Segment Start: INFORMATION SUPPLIED
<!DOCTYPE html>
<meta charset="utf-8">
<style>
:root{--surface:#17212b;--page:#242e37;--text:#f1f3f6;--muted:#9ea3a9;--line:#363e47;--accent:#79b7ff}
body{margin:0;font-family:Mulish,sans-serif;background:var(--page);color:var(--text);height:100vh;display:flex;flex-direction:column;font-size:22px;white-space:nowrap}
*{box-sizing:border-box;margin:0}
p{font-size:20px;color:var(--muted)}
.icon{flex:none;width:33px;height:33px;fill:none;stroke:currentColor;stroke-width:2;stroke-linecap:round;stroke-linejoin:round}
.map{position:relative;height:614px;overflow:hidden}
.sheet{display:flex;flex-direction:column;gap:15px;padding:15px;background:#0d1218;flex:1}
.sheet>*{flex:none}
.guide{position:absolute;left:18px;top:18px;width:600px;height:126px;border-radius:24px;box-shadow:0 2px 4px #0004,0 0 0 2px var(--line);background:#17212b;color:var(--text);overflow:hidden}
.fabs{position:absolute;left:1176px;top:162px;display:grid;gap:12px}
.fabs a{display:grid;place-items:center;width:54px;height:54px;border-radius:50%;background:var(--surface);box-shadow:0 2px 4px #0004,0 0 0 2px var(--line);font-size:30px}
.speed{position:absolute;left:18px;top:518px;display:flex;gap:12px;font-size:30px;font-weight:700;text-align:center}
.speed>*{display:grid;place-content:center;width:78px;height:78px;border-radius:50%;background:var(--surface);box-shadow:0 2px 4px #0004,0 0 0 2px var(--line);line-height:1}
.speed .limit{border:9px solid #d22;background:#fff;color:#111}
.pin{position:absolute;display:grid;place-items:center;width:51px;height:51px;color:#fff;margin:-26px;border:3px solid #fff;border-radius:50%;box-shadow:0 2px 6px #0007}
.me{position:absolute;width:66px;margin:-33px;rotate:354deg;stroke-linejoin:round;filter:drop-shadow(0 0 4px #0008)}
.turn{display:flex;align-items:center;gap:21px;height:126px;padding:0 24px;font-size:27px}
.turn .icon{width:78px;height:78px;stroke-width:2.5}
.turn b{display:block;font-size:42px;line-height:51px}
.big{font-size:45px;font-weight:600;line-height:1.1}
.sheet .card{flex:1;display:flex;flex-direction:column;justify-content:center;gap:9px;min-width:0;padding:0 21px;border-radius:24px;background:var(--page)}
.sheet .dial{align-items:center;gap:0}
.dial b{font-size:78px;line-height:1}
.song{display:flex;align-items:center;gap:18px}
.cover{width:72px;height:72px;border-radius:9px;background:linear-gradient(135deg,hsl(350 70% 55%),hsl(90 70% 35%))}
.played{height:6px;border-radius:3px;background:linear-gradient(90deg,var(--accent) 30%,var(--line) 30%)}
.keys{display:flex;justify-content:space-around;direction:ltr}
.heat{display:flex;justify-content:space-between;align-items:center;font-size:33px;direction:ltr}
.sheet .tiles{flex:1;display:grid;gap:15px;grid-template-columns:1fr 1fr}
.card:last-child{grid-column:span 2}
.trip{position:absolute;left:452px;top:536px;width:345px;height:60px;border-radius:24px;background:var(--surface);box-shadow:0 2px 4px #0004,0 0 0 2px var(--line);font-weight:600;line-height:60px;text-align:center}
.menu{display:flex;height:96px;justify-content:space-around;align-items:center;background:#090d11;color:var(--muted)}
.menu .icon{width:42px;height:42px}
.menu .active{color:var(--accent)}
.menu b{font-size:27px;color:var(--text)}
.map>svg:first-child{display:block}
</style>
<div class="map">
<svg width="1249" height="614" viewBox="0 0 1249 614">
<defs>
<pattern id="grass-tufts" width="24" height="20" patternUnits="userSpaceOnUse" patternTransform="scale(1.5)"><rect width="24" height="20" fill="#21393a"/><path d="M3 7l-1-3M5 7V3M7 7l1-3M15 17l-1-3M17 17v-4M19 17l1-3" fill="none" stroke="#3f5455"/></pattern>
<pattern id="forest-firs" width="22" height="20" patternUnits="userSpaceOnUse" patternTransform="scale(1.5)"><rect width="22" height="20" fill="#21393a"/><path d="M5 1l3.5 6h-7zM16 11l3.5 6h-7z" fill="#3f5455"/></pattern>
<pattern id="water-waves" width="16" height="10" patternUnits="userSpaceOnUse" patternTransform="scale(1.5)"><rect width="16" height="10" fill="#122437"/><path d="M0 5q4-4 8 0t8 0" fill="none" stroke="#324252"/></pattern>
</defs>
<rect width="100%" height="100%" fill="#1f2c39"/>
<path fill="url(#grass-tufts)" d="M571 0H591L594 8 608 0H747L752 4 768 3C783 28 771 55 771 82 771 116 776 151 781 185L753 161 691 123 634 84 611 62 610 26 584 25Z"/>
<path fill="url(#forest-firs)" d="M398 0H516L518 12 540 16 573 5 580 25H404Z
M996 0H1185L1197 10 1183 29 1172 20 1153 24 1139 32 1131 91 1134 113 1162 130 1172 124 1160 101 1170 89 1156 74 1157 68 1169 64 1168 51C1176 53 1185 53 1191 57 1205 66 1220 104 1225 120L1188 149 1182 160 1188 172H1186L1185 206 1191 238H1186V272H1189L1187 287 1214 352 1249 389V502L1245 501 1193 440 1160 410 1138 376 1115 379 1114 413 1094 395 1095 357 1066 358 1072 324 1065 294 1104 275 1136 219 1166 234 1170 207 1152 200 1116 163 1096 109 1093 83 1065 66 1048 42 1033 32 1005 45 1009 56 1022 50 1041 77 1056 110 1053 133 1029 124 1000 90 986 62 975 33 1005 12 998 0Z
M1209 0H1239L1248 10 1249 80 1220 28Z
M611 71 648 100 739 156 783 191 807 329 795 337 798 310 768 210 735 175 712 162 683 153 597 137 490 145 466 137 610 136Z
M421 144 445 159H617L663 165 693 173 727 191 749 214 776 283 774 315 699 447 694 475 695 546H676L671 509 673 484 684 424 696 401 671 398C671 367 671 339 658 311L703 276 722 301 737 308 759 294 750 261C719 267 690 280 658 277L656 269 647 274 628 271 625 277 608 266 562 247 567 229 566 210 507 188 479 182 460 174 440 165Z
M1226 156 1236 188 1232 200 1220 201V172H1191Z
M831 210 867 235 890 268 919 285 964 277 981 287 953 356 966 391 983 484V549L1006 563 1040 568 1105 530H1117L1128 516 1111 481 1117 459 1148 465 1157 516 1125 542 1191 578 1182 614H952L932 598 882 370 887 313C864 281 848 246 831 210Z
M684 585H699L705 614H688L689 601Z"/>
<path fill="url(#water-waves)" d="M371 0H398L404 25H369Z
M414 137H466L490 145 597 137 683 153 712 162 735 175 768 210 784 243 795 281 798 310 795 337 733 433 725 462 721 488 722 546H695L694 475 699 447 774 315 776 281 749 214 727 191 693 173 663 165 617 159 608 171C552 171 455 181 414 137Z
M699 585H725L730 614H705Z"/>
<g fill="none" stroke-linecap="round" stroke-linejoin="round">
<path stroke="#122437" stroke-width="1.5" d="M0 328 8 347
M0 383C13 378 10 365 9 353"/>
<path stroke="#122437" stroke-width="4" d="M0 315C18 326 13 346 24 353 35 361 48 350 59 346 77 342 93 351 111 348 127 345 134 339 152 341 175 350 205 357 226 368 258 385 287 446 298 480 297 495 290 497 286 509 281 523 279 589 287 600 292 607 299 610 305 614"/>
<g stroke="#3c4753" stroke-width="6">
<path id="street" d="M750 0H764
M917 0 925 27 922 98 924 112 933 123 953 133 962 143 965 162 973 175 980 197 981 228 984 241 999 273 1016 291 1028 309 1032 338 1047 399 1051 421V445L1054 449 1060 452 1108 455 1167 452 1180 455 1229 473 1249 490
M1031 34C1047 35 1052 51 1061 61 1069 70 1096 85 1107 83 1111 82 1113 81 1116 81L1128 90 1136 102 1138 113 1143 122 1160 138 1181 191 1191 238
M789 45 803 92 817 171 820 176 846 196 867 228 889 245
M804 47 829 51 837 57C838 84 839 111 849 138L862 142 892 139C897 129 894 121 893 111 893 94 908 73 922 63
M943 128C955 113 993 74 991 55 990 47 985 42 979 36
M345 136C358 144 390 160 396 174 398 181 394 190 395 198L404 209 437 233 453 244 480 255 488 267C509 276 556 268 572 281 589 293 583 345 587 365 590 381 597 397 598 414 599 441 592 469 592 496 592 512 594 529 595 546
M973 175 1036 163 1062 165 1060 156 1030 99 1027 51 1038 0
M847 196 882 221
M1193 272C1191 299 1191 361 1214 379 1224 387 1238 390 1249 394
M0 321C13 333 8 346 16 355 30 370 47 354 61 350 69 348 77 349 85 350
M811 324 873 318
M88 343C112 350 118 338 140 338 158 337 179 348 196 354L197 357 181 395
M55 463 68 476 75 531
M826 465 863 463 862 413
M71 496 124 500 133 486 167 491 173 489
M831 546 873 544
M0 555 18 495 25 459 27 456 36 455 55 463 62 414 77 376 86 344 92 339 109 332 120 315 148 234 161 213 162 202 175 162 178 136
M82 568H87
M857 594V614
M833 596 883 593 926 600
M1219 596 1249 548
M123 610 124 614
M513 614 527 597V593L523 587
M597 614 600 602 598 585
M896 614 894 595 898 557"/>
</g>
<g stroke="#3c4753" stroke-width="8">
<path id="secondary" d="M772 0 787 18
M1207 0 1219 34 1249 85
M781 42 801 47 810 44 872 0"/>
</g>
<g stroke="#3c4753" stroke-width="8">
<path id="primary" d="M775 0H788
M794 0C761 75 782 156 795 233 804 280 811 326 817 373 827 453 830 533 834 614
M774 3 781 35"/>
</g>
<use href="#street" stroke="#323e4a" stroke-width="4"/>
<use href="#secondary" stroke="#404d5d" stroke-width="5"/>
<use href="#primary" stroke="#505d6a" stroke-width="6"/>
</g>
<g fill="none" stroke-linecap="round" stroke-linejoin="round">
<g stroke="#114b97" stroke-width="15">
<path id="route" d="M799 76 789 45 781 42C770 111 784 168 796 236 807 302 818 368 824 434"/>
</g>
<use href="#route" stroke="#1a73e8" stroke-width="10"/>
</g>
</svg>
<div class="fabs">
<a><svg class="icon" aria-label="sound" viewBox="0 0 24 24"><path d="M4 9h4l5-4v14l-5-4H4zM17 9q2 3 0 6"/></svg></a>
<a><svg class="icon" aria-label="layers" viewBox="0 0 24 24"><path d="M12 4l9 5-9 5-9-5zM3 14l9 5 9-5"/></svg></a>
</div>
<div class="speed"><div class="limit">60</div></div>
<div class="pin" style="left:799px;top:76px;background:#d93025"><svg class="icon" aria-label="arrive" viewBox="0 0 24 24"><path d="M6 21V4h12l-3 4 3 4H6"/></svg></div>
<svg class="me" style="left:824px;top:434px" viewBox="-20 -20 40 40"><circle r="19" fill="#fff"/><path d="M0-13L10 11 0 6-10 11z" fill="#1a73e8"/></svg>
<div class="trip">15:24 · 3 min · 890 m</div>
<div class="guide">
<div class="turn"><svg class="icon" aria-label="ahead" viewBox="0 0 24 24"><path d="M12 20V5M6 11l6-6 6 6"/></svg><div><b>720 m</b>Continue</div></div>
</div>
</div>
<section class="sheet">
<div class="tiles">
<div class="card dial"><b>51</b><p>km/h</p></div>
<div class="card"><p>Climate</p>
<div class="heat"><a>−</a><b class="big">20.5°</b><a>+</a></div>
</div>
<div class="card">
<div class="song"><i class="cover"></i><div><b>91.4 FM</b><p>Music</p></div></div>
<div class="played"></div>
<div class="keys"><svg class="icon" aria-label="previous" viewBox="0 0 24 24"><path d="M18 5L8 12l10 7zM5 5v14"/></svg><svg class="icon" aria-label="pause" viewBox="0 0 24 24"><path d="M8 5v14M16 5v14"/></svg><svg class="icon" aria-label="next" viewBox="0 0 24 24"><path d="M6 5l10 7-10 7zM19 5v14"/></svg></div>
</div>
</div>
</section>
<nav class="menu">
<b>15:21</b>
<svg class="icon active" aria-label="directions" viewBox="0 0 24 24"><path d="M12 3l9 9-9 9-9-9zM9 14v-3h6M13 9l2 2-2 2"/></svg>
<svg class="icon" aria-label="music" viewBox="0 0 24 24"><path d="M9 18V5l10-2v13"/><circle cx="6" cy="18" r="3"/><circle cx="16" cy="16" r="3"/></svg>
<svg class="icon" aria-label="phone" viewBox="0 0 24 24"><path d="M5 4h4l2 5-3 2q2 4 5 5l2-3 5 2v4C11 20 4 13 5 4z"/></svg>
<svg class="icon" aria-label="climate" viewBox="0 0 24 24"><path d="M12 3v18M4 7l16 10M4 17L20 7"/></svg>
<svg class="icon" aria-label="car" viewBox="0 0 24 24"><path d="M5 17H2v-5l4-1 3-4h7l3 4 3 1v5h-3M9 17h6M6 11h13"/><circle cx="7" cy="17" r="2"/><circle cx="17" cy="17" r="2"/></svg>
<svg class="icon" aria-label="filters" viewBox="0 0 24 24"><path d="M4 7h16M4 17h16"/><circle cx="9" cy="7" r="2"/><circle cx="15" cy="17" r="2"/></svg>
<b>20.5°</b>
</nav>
Segment End: INFORMATION SUPPLIED
> [TASK PROMPT]: Check every line above for the string "grid" and copy those that have it.

> [RESULT]:
.fabs{position:absolute;left:1176px;top:162px;display:grid;gap:12px}
.fabs a{display:grid;place-items:center;width:54px;height:54px;border-radius:50%;background:var(--surface);box-shadow:0 2px 4px #0004,0 0 0 2px var(--line);font-size:30px}
.speed>*{display:grid;place-content:center;width:78px;height:78px;border-radius:50%;background:var(--surface);box-shadow:0 2px 4px #0004,0 0 0 2px var(--line);line-height:1}
.pin{position:absolute;display:grid;place-items:center;width:51px;height:51px;color:#fff;margin:-26px;border:3px solid #fff;border-radius:50%;box-shadow:0 2px 6px #0007}
.sheet .tiles{flex:1;display:grid;gap:15px;grid-template-columns:1fr 1fr}
.card:last-child{grid-column:span 2}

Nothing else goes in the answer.